The FX105 is a monolithic CMOS tone detector for tone decoding in single and multitone signalling systems. By using phase locked loop (PLL) decoding techniques, the FX105A recognises tones in the presence of high noise levels and strong adjacent channel tones. Detection frequency and bandwidth can each be independently adjusted. The design is immune to high levels of harmonic and sub-harmonic noise. It also maintains excellent noise immunity and constant bandwidth over a wide range of input signal levels.

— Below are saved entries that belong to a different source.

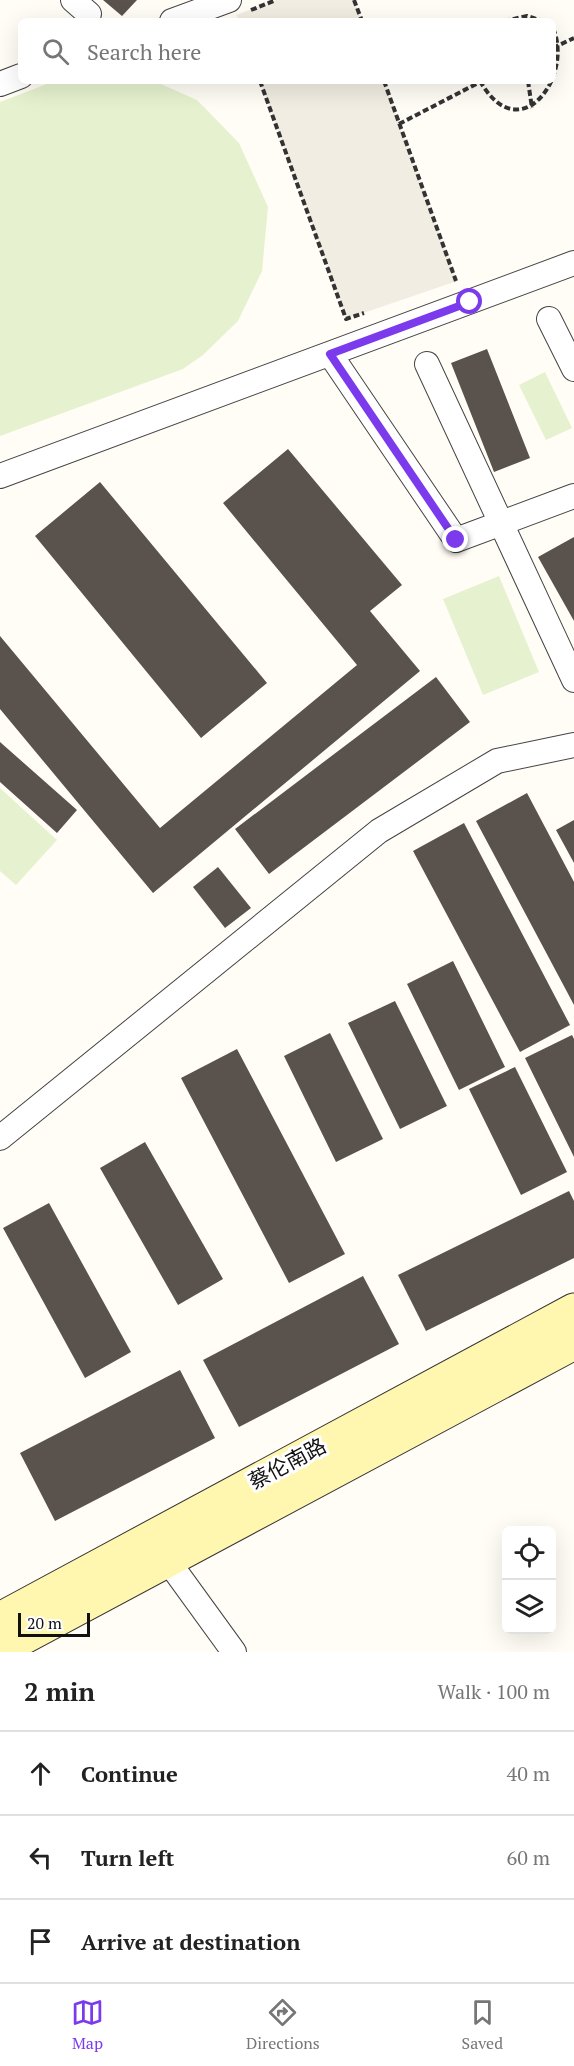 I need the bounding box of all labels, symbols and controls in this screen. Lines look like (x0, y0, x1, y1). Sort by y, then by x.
search box (18, 18, 556, 84)
icon: search (39, 35, 72, 68)
text: Search here (87, 37, 201, 66)
route start (456, 288, 482, 314)
route end (442, 526, 468, 552)
street label: 蔡伦南路 (243, 1431, 331, 1495)
map controls (502, 1526, 556, 1634)
button: locate (502, 1526, 556, 1580)
button: layers (502, 1580, 556, 1634)
scale bar (18, 1610, 90, 1638)
text: 20 m (27, 1612, 62, 1634)
text: 2 min (24, 1674, 95, 1708)
text: Walk · 100 m (438, 1678, 550, 1705)
icon: ahead (24, 1757, 57, 1790)
text: Continue (81, 1759, 178, 1788)
text: 40 m (507, 1760, 550, 1787)
icon: left (24, 1841, 57, 1874)
text: Turn left (81, 1843, 174, 1872)
text: 60 m (507, 1844, 550, 1871)
icon: arrive (24, 1925, 57, 1958)
text: Arrive at destination (81, 1927, 300, 1956)
tab: Map (71, 1996, 104, 2054)
tab: Directions (246, 1996, 320, 2054)
tab: Saved (462, 1996, 503, 2054)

White ceramic case and golden pins.
The FX105 implements a frequency detector with a phase locked loop (PLL) and a lock detector. The voltage controlled oscillator (VCO) centre frequency, detection bandwidth, the loop filter, and detect filter are all independently controlled by external components. The FX105 provides a pair of pseudo-sinewave multipliers for splitting the input signal into approximately orthogonal components. These multipliers are implemented with commutating filters (cyclically sampling filters) which translate an in-band AC input signal to DC. The commutating loop filter is used as the phase detector of the PLL while the commutating detect filter provides for lock detection. Each pseudo-sinewave has a cyclic form (1 1 0 -1 -1 0) to eliminate low-order harmonic responses. The loop filter produces an error signal, which when applied to the VCO input allows frequency locking. A limiter between the loop filter output and the VCO input provides tunable control of the detection bandwidth (BW). Once achieved a lock the "detect filter" produces a DC value proportional to the tone amplitude; an internally generated reference is compared to the detect filter output to determine whether the PLL is locked to an input tone. Once a lock is determined, the internal reference is reduced by 50% to minimise output chatter with marginal input signal levels. The sampling clocks of the "detect filter" lag those of the loop filter by 60°. for improve the performance of the FX105, a capacitor can be used to phase shift the input to the loop filter by 30°. This shifts all sampling clocks an additional 30°, to phase align the detect filter sampling clocks with the amplitude peaks of the input tone.